The Constitution Team at Joplin High School tied for second place with Nixa High School at the Missouri Bar’s Show Me the Constitution competition last month in one of the closest races in state history, according to officials.
Central High School in Springfield won first place with 1,398 points. Joplin High School and Nixa High School tied for second place with 1,389 points. Nixa had taken first place in 2020’s competition, and Joplin was named state champion in 2019.
The JHS team was recognized Thursday during halftime of the Kaminsky Classic Basketball Tournament at Joplin High School.
Keenan Cortez, Joplin mayor pro tem, awarded students their second-place trophies.
“What an honor it was to participate in young people’s awards for their work where they’re understanding and learning everything there is about the government, how it works and what its purpose is,” Cortez said. “Getting the opportunity to be here today to do that is an honor for me.”
The 2021 Joplin High School Constitution Team members were Marina Crouch, Nicholas Horton, Caleb Lewis, Jermaine Loum, Kim Nguyen, Christina Post, Kate Rutledge, Wyatt Satterlee and Jack Stanley. The team’s coach is Will Keczkemethy. Along with second place, the Joplin Eagles were awarded $1,500 in prize money for the high school’s Constitution program.
Satterlee, 18, a senior, said it was a group effort and each member brought their own strengths to the table.
“We have a few debaters on the team and also a lot of non-debaters,” he said. “They helped us get acclimated to public forum speaking, along with our coach, because a lot of people haven’t done it. We had some kids on the team who were good at research or speech writing, and we teamed together to use everyone’s strengths and attributes.”
The small difference in points between schools was described by Missouri Bar administrators as “the closest score in memory,” according to Keczkemethy.
“We’re very blessed to have really good students, and we have a community that really cares about government and the Constitution,” he said. “We have students willing to work hard. There’s a lot of outside effort that goes into it, and it’s a huge team effort. This team proves that no matter what political stance you have, you can sit at a table with completely opposite views and you can have a conversation that’s filled with respect.”
The mock congressional hearing competition — held in an online format on Dec. 8 — posed questions regarding constitutional issues surrounding current events to 27 participating high school students.
Teams presented oral arguments to a panel of judges and answered questions evaluating their understanding of the Constitution and American government.
Post, 18, a senior, said they received competition questions in October and spent weeks creating speeches and conducting research.
“Initially, we all made our own speech, and then compiled our own paragraphs and built off of that,” she said. “Our final product looked nothing like we originally had.”
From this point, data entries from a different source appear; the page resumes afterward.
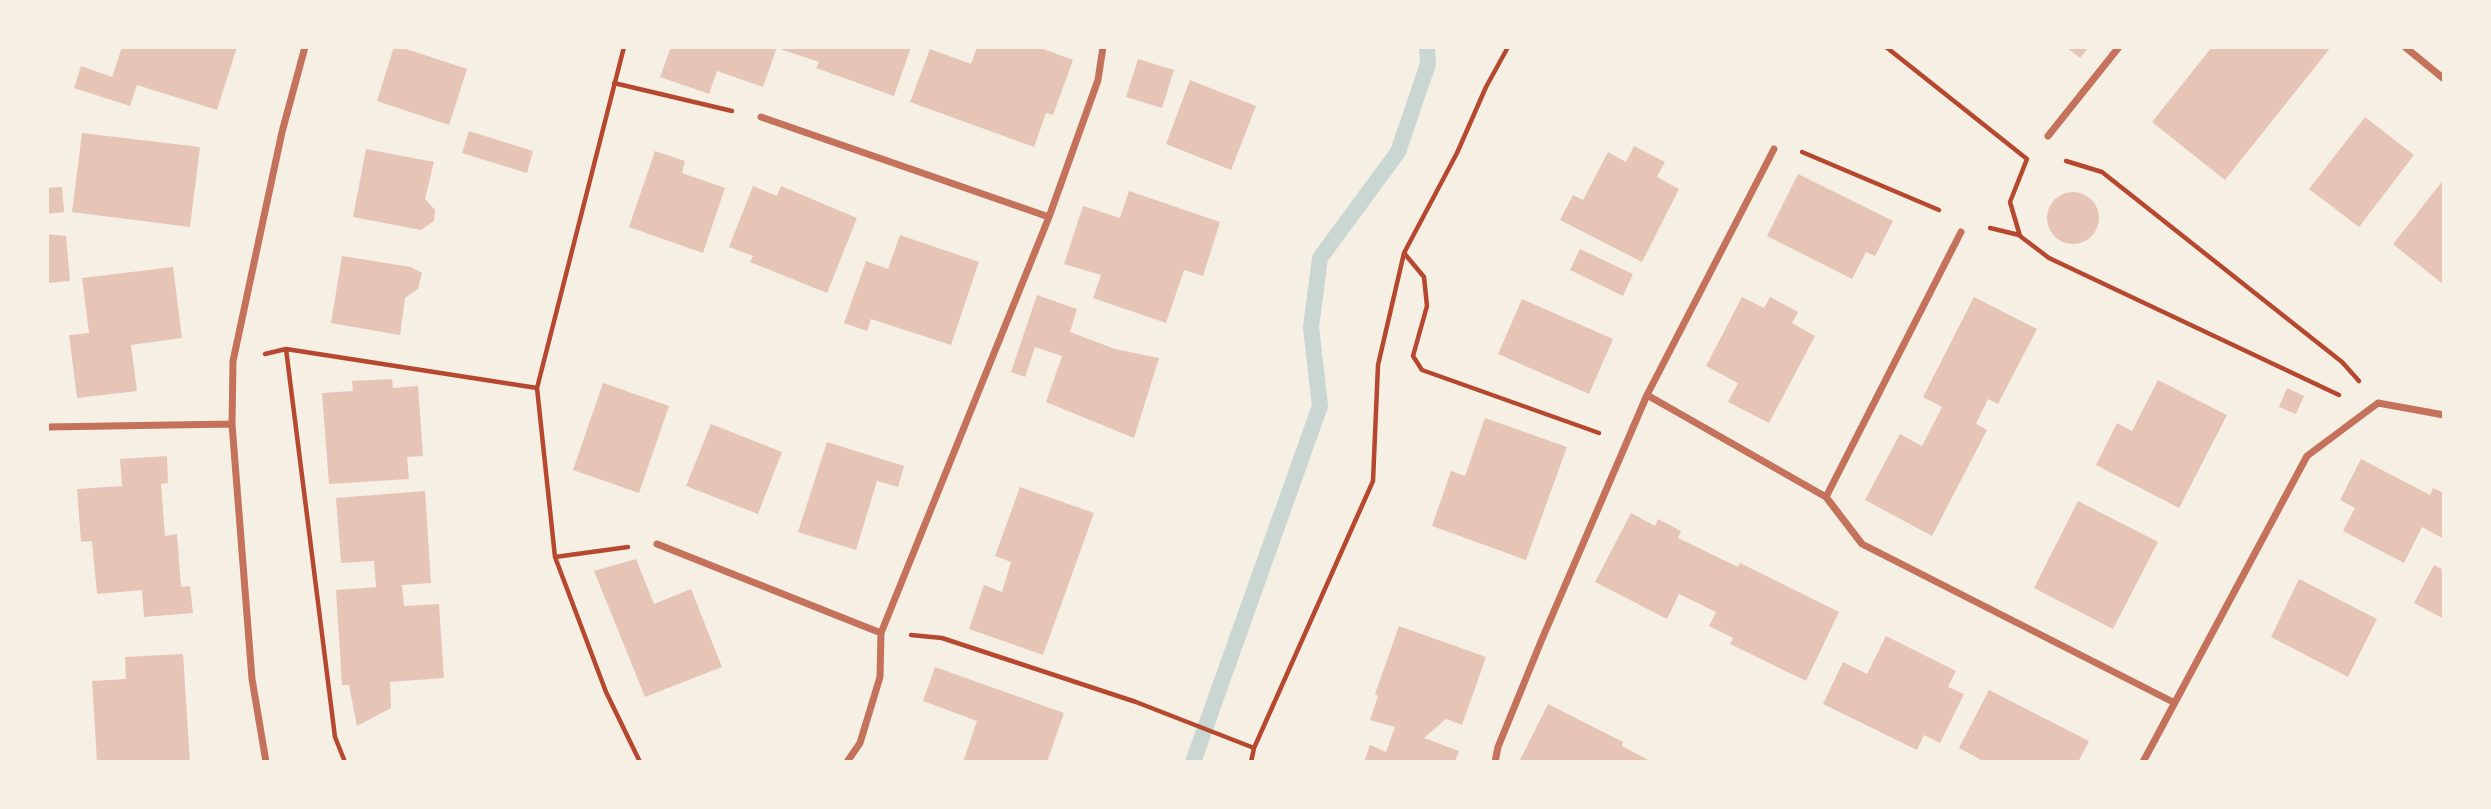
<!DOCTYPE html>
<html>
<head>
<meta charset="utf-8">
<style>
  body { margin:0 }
  #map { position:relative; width:2491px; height:809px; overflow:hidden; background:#f6efe4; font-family:"Golos Text",sans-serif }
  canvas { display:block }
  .frame { position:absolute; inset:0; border:49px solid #f6efe4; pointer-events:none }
</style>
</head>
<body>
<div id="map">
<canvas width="2491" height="809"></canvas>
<div class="frame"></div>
</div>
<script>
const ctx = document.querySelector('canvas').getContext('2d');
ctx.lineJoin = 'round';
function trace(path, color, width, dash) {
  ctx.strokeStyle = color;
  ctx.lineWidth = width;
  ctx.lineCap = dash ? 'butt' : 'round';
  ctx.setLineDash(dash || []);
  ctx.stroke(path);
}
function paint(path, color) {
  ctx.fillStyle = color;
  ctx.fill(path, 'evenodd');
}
const stream = new Path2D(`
  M1193,762L1320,406L1311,327L1320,258L1398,152L1428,64L1427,47`);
const building = new Path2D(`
  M122,47H237L217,110L137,85L130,106L74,88L81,66L112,77Z
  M394,47H400L467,69L449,125L377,101Z
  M671,47H777L763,87L717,71L709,94L660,77Z
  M911,47L894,96L816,68L819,62L777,48Z
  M977,47H1038L1073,60L1053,115L1046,113L1034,147L910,102L930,49L971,64Z
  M2066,47H2089L2080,58Z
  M2212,47H2331L2225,180L2152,122Z
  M1138,59L1174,70L1162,108L1126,97Z
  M1190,80L1256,106L1231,170L1166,144Z
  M2365,117L2414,155L2359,227L2309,189Z
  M469,131L533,151L527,173L462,153Z
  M82,133L200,147L190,227L72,212Z
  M1634,146L1665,162L1657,177L1679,189L1642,262L1560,220L1573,195L1583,200L1608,152L1626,162Z
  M366,149L434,162L425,199L435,210L434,221L421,230L353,217Z
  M655,151L685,161L682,173L725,188L703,253L629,227Z
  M1798,174L1893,221L1875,256L1866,252L1852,279L1767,236Z
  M2444,179V285L2393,244Z
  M753,186L777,196L781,186L857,218L827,293L750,262L753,256L729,247Z
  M62,187L64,212L47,214V188Z
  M1129,191L1220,222L1203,276L1184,270L1166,323L1093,298L1101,275L1064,264L1083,206L1120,218Z
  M2047 218a26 26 0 1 1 52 0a26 26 0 1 1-52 0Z
  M47,234L66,236L70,281L47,283Z
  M900,235L979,262L951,345L871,319L867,331L844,323L866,261L888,269Z
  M1580,249L1633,274L1623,296L1570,270Z
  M342,256L411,267L422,273L418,289L405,298L400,335L331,323Z
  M173,267L182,338L131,345L137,391L77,398L69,335L89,333L82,278Z
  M1037,295L1077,309L1070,332L1115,349L1159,358L1134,438L1046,402L1062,356L1035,347L1025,377L1011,372Z
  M1742,297L1764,308L1770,297L1798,312L1792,323L1815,336L1769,423L1728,402L1738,383L1706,366Z
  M1974,297L2037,329L1998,404L1988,399L1976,424L1987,430L1932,536L1865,500L1900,434L1922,446L1942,407L1923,397Z
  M1522,299L1613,339L1589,394L1498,354Z
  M392,379L393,388L418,386L423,456L407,457L409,479L329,484L322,393L353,391L352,381Z
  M2158,380L2227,415L2179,508L2096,465L2117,423L2132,431Z
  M603,383L669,406L639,493L573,470Z
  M2287,388L2304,396L2296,414L2279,407Z
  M1485,418L1567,447L1526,560L1432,526L1451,471L1465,476Z
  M711,424L782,452L758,514L686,486Z
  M827,442L904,466L898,487L877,481L856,550L798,532Z
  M167,456L168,483L161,484L165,536L177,534L181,587L190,586L193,613L144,617L142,590L97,594L92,541L81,542L77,489L122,486L120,459Z
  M2361,459L2430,495L2433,488L2444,493V539L2422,527L2404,563L2343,531L2355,508L2340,500Z
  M1020,487L1094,513L1043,655L969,629L984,585L1002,592L1011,562L995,556Z
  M425,491L431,583L402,585L404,606L439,604L444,678L390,682L391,708L357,726L349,685H342L336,590L376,587L374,561L341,563L336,498Z
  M2078,501L2158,542L2113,629L2034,588Z
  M1631,513L1655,526L1658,519L1681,531L1678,538L1738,567L1740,563L1839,612L1806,681L1730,644L1733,638L1709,626L1716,612L1679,594L1667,619L1595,582Z
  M636,559L654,604L691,589L722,667L645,697L594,571Z
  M2434,565L2444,570V619L2414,603Z
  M2299,579L2377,619L2348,677L2271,637Z
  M1399,626L1486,657L1462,725L1446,719L1424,738L1459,751L1455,762H1364L1370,745L1386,752L1395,727L1370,720L1378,696L1375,694Z
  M1886,636L1956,671L1948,687L1964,694L1940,743L1924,735L1917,750L1823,704L1843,662L1867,674Z
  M183,654L190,762H97L92,681L126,679L125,657Z
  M935,667L1064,713L1047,762H963L977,721L923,701Z
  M1989,690L2089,741L2078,762H1985L1959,748Z
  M1548,704L1623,742L1622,746L1652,762H1519Z`);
const path = new Path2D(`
  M624,47L537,388L555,557L606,692L640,762
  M1886,47L2027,159L2010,202L2020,236L2049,258L2339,395
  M614,83L732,111
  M1802,152L1939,210
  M2066,161L2102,172L2342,362L2359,381
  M1990,228L2019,235
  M1404,253L1424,277L1427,306L1413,356L1422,370L1599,433
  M286,349L335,737L345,762
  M265,354L286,349L537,388
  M555,557L628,547
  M911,635L942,638L1136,702L1254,748L1251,762
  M1254,748L1373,481L1378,365L1404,253L1457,153L1486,87L1508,47`);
const minor = new Path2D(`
  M2405,47L2444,79
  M761,117L1049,217
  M2048,136L2119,47
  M1647,395L1826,497L1862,544L2173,702
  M47,427L232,424
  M1826,497L1961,232
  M657,544L881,633
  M266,762L252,679L232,424L233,361L282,132L305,47
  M847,762L860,743L880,677L881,633L1049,217L1098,80L1103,47
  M1495,762L1498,747L1542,639L1647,395L1774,149
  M2143,762L2307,456L2378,403L2444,415`);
trace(stream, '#c9d6d2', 16);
paint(building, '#e6c5b7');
trace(path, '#b5482f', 4.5);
trace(minor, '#c5725c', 7);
</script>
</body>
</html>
Students on the Joplin Constitution Team said they were asked questions regarding abortion, freedom of speech and the Supreme Court during the competition.
“In unit two, we also talked about voting and how that can be improved or if it needs to change at all,” said Rutledge, an 18-year-old senior.
Loum, 18, also a senior, said, “This was our whole year, and we gave it our all.”
Barbara Arnold, who died in 2019 at age 70, established and mentored the Constitution team program during her tenure at Joplin High School where she took students to the national competition in Washington, D.C., at least 11 times. Arnold was a member of the Missouri Bar and was active with the We the People education program.
Keczkemethy said Arnold did more than just pave the way for future students but also helped put Joplin’s Constitution Team on the map.
“She was responsible for establishing a great team, and she herself also had won a lot of championships,” he said. “She built relationships with local attorneys like Johnson and Vorhees. Scott Vorhees is a former champion, and he comes back every year to help us.”
The Missouri Bar introduced Show-Me the Constitution in 2015 but has coordinated a mock congressional hearing competition since 1999. This program is sponsored by the Young Lawyers’ Section of the Missouri Bar and the state bar’s Citizenship Education program.
Joe Goff, former judge and vice chairman of the Supreme Court of Missouri’s civic education committee said he is “amazed at the students’ level of engagement with the difficult materials they are given to research.”
“Not only do they have to study and understand the material to make a presentation, but they must also answer the judges’ questions which reveals a deeper level of engagement with the issues,” Goff said in a statement.